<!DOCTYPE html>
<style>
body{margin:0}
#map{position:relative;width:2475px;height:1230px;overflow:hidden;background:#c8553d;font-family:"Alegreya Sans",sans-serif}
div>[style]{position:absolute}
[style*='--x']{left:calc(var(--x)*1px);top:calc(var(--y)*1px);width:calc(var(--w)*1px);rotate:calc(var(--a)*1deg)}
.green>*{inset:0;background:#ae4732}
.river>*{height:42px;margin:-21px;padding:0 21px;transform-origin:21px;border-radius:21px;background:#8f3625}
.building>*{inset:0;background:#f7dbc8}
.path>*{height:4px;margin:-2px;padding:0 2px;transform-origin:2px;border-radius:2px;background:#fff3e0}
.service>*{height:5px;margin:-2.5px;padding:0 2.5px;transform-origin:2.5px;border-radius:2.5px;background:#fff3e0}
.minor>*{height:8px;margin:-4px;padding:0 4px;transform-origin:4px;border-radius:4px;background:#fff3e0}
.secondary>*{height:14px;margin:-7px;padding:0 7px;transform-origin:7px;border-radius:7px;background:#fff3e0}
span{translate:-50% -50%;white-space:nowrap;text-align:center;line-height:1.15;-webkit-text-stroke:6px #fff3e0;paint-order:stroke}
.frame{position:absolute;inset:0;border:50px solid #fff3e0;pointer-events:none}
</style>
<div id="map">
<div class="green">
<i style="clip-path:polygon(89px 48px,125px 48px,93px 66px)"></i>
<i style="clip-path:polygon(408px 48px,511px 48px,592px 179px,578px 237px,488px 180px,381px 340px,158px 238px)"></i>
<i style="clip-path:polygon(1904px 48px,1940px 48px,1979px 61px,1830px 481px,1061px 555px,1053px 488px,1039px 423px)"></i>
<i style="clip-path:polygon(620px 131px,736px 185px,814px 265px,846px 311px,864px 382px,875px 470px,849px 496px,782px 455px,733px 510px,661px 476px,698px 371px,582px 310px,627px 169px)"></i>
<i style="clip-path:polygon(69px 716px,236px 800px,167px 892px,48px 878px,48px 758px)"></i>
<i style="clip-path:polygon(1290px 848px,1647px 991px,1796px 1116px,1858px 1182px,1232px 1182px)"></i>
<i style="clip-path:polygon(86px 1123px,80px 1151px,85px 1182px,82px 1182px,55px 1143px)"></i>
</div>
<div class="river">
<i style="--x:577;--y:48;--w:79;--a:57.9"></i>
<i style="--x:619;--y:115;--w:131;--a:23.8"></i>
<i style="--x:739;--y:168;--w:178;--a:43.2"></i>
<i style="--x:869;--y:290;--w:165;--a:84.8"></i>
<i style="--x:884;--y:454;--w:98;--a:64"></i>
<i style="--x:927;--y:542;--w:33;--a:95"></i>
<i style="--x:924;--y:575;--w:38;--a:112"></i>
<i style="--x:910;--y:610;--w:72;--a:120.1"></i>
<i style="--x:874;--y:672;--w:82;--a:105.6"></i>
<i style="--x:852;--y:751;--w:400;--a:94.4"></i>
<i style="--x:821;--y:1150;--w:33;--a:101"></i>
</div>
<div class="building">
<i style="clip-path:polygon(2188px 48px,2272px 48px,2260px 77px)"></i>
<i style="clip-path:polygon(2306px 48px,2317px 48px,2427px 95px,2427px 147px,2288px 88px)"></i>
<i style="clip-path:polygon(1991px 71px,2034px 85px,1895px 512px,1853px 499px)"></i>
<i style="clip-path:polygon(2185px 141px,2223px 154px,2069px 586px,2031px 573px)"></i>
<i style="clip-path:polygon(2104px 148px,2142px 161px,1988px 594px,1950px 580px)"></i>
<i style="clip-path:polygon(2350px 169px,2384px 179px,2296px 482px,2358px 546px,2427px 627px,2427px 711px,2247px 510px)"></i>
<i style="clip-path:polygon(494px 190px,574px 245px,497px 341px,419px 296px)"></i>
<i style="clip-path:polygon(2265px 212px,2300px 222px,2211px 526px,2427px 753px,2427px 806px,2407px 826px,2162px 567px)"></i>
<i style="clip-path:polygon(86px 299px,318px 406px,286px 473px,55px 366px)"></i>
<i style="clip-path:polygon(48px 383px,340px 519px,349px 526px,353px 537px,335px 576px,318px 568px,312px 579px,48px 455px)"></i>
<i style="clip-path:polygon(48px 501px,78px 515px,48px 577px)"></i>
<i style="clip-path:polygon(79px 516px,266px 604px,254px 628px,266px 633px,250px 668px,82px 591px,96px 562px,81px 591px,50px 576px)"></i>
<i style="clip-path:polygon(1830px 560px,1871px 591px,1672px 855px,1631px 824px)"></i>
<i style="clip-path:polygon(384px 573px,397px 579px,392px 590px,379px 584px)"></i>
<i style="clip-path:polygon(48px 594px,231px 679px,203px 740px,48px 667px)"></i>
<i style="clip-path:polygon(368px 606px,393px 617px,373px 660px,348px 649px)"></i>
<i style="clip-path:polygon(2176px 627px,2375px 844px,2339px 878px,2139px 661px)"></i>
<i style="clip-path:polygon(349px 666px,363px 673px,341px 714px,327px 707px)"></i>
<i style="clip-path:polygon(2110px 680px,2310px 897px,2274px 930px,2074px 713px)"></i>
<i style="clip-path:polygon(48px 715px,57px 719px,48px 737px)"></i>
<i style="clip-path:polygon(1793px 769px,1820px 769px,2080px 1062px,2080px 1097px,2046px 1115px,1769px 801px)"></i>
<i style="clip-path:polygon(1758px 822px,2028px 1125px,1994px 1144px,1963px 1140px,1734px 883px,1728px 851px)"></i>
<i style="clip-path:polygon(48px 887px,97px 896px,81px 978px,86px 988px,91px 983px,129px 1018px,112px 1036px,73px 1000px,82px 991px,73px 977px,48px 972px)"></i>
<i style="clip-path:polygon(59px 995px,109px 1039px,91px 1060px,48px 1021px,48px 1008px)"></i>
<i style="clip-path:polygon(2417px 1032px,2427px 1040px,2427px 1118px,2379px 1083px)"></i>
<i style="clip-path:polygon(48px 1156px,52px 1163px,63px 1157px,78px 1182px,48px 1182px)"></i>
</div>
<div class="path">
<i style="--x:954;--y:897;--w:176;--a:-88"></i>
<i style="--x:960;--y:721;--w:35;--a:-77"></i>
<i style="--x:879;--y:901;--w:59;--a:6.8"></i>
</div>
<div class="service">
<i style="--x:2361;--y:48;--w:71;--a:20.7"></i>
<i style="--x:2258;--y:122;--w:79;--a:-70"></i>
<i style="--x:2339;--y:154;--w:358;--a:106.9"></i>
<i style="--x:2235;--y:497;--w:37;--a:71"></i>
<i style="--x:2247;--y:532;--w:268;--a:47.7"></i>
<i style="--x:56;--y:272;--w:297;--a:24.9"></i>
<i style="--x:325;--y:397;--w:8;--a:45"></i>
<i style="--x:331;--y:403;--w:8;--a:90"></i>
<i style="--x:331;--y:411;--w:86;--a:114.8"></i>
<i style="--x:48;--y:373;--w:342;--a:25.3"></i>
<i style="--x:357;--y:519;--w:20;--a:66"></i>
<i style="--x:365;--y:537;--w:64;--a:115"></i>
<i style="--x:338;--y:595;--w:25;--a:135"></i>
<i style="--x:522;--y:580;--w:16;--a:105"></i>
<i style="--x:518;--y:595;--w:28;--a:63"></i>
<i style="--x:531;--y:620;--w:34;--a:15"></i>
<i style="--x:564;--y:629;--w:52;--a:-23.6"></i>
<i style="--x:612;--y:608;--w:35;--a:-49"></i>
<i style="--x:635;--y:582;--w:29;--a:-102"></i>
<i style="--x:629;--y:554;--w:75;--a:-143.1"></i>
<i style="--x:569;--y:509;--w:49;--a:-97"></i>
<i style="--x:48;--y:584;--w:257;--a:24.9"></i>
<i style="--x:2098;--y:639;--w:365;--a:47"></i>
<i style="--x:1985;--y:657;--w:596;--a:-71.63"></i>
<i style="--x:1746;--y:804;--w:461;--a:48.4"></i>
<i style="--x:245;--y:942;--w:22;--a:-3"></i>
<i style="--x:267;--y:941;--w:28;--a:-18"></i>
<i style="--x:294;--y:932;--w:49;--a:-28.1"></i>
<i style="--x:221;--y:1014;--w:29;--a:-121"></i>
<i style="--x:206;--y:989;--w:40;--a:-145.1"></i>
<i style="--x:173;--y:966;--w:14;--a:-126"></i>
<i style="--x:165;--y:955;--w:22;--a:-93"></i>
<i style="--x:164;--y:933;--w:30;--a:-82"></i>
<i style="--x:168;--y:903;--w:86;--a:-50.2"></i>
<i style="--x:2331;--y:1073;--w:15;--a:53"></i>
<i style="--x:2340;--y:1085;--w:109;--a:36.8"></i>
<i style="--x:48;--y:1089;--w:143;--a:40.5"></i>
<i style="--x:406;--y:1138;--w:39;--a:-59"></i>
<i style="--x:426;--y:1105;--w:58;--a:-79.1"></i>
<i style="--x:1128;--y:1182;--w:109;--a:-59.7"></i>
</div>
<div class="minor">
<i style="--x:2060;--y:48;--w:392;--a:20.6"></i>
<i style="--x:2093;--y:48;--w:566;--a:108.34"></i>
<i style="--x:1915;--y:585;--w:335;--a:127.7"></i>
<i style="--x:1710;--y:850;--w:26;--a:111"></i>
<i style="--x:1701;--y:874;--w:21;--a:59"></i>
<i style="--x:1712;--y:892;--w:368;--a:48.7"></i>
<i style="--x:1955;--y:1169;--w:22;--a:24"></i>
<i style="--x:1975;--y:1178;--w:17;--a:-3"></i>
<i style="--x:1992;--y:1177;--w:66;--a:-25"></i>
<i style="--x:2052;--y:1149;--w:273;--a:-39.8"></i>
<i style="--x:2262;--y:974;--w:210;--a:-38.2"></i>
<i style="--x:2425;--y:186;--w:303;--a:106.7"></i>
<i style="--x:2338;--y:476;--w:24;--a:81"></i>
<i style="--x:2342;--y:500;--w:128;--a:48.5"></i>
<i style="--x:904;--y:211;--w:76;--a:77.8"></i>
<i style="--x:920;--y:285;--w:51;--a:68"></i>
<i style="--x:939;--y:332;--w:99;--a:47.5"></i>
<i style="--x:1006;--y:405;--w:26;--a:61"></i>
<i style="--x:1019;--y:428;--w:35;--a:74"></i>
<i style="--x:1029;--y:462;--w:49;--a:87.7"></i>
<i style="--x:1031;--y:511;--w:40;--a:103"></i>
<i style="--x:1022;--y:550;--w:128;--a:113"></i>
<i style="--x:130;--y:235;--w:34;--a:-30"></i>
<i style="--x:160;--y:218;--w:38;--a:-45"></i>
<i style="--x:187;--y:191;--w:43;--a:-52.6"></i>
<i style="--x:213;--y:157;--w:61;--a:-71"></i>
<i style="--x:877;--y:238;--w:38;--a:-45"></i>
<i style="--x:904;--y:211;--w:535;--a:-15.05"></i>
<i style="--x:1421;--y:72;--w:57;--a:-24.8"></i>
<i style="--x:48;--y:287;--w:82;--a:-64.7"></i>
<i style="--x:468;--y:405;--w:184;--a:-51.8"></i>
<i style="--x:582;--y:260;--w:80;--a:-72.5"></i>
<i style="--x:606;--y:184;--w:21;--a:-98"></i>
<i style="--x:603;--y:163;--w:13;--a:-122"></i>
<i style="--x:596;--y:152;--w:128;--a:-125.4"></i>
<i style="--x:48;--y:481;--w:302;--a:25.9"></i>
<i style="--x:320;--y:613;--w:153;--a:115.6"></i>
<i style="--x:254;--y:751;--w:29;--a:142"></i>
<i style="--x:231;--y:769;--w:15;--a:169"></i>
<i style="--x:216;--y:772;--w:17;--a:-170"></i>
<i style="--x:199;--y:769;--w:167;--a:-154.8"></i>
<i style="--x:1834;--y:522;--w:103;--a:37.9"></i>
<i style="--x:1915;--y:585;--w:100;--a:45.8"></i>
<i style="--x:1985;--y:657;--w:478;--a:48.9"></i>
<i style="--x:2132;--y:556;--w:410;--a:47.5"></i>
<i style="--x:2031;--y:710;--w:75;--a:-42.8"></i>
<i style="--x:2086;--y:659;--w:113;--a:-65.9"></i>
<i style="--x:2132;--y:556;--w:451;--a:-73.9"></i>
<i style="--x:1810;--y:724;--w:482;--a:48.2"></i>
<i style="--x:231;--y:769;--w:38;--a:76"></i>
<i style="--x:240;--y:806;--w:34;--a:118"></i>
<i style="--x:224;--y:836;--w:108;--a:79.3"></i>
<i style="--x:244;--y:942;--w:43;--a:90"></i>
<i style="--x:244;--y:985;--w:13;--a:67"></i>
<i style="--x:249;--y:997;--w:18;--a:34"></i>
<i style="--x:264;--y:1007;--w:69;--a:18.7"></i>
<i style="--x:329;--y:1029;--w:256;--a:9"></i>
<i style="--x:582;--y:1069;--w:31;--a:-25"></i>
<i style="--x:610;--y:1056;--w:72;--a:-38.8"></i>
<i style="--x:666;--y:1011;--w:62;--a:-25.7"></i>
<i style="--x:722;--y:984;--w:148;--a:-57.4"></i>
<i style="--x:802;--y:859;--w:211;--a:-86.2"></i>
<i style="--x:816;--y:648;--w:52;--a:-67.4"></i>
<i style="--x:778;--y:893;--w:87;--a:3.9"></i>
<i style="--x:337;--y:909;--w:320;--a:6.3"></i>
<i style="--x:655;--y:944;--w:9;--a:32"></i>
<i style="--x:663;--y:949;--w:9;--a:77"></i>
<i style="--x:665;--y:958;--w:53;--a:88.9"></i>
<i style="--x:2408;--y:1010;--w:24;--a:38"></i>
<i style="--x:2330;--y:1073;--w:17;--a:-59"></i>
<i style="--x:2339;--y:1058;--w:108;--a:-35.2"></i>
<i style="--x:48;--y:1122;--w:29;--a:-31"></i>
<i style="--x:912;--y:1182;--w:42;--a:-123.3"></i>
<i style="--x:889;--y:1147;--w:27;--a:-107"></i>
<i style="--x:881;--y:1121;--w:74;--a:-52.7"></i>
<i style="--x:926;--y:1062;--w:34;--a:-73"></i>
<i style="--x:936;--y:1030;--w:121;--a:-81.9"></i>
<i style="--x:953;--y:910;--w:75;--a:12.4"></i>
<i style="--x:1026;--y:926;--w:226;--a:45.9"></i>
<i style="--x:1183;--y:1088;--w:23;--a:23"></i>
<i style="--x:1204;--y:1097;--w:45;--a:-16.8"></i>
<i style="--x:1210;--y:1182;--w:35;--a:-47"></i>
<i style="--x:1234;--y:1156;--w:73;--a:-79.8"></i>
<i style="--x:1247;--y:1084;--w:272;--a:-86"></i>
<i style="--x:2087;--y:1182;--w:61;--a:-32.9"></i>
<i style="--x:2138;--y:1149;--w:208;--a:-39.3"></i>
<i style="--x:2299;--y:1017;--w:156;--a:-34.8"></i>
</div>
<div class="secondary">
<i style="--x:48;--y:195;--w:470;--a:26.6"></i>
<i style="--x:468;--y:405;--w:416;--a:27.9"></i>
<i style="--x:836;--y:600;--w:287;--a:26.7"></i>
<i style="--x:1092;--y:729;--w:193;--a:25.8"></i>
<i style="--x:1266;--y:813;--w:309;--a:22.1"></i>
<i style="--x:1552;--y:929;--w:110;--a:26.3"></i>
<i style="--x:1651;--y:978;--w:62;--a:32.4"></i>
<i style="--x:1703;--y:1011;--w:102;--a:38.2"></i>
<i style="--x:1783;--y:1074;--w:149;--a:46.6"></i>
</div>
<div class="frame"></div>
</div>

#####

All lines of the data that hold "river" need to be copied.

Solution below
.river>*{height:42px;margin:-21px;padding:0 21px;transform-origin:21px;border-radius:21px;background:#8f3625}
<div class="river">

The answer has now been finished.